Diary – 14 January 2016

Plus: Crewkerne station and the Mumbai call centre; hipsters should relocate to The Potteries; 500 years since More’s Utopia

Whatever you do, don’t allow your six-year-old to be caught short at Crewkerne station. With the rain pouring and the wind howling, my daughter needed the loo. But it was locked. And no staff anywhere to be seen. So I pressed the ‘Help’ button on one of those machines that have replaced stationmasters. ‘How can I assist you?’ responded a warm South Asian voice. ‘Er, we need someone to open the loo at Crewkerne.’ ‘Where exactly are you?’ she came back, sounding lost. ‘You know, in Dorset, after Yeovil. On the Exeter line. How far away is the help centre?’ I was thinking Bristol, maybe Swindon. ‘Oh, we are in Mumbai,’ she declared. I am left with two thoughts: first, the extraordinary reach of globalisation; and, secondly, the contempt South-West Trains has for its customers if they think they can safely operate platforms in Wessex from Maharashtra.

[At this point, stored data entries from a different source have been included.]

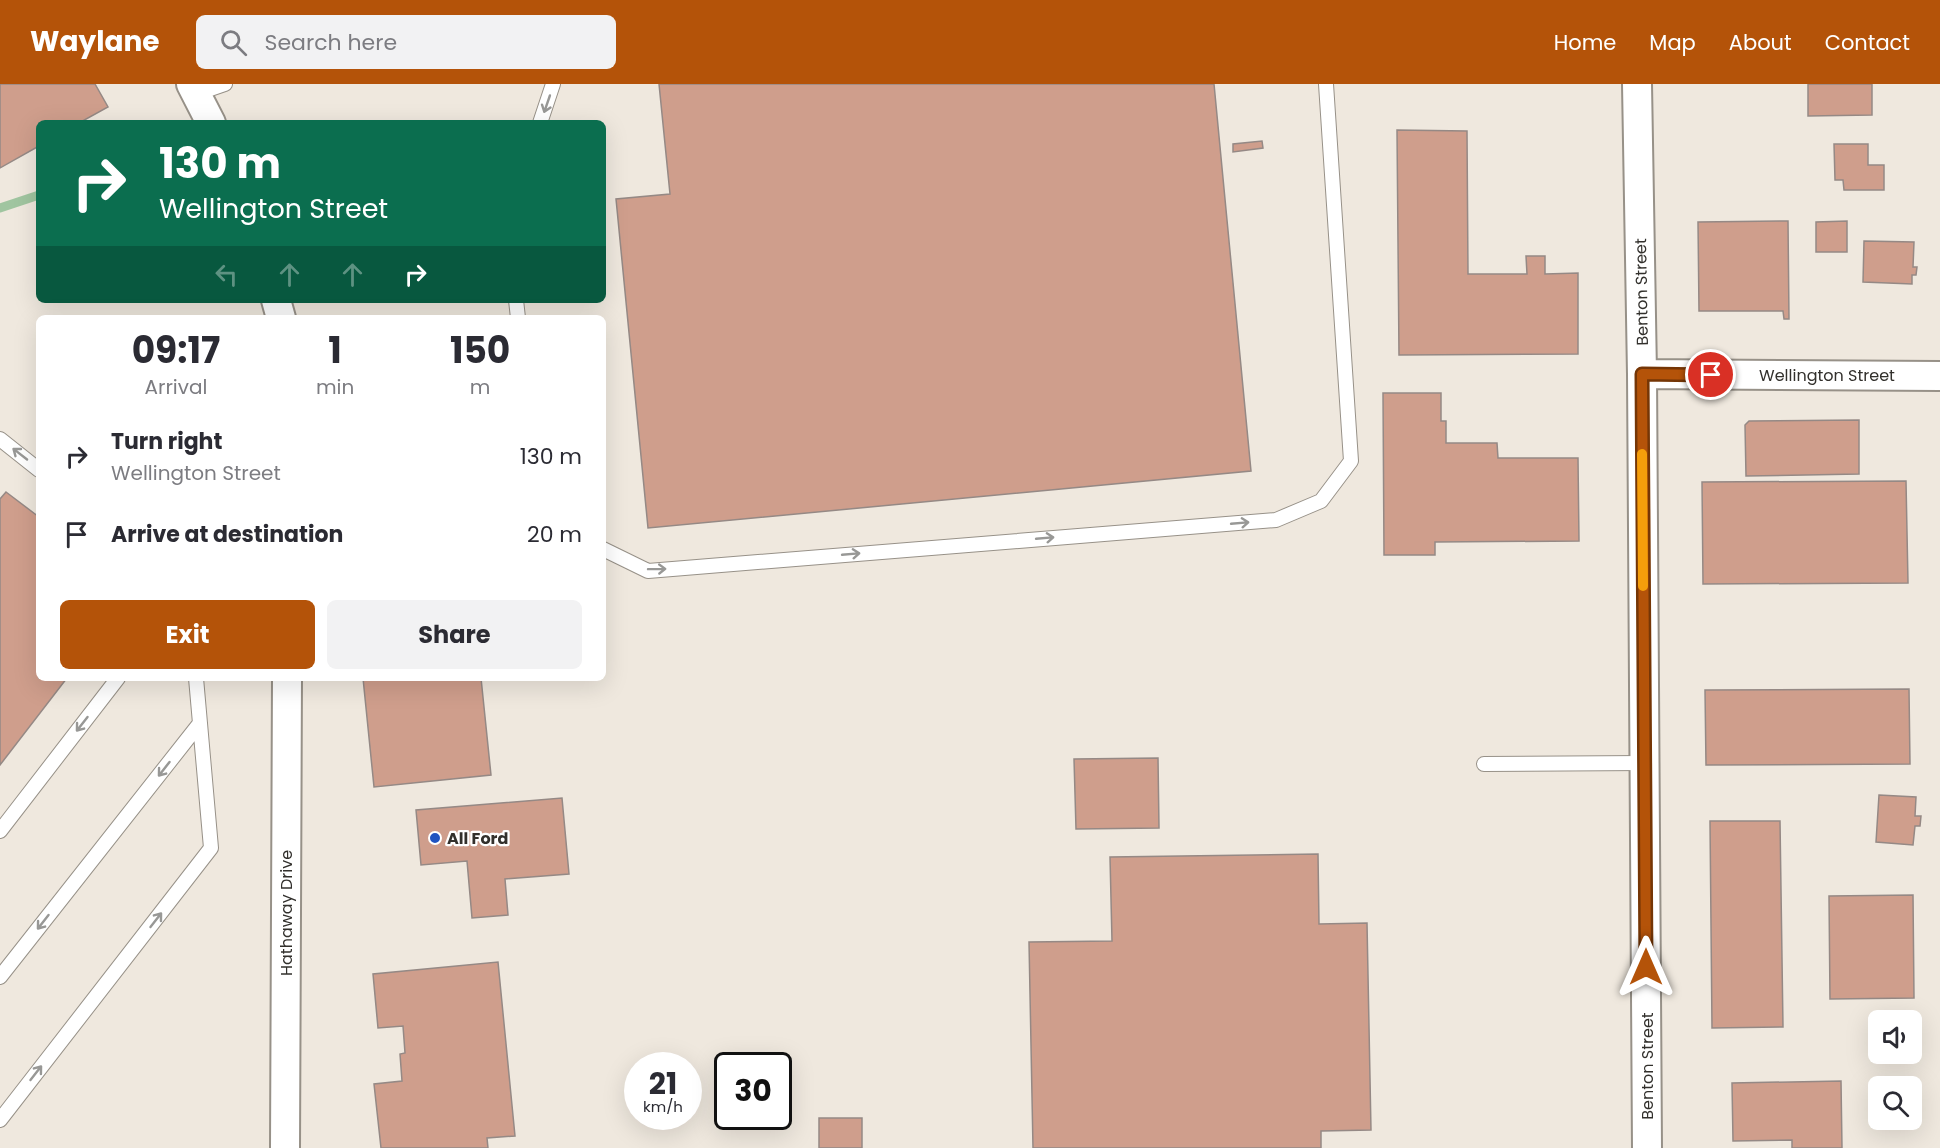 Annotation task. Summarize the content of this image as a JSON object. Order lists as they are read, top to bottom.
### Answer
{
  "streets": {
    "street": ["Benton Street", "Wellington Street", "Hathaway Drive"]
  },
  "crossings": [
    ["Benton Street", "Wellington Street"]
  ],
  "places": ["All Ford"],
  "page": {
    "header": "Waylane",
    "search": "Search here",
    "nav": [
      "Home",
      "Map",
      "About",
      "Contact"
    ],
    "turn": ["130 m", "Wellington Street"],
    "eta": [
      "09:17",
      "Arrival",
      "1",
      "min",
      "150",
      "m"
    ],
    "list": [
      {
        "name": "Turn right",
        "note": "Wellington Street",
        "value": "130 m"
      },
      {
        "name": "Arrive at destination",
        "value": "20 m"
      }
    ],
    "buttons": ["Exit", "Share"],
    "speed": "21 km/h",
    "limit": "30"
  }
}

Svelte Rohan Silva, once a sorcerer’s apprentice in Steve Hilton’s Downing Street, now an east London tech-preneur, is worried about the decline in artists’ studio space in London. ‘A further 30 per cent of artist studios in the capital will have disappeared by 2020, leaving London’s critically endangered artists on the verge of extinction,’ Rohan writes. How tragic, how painful for a fashionable creative to consider living outside zone 1. But I have a solution for Rohan and his friends: move to Stoke-on-Trent. In March we complete the conversion of the old Spode factory — where Josiah Spode invented fine bone china — and there will be studios and ateliers galore, also low house prices and a culture of creativity stretching back 200 years. So pack up your beards, hipsters, turn your backs on overpriced Old Street and hotfoot it to The Potteries.

The divisiveness and futility of the shadow cabinet ‘revenge reshuffle’ continues to reverberate across the parliamentary Labour party.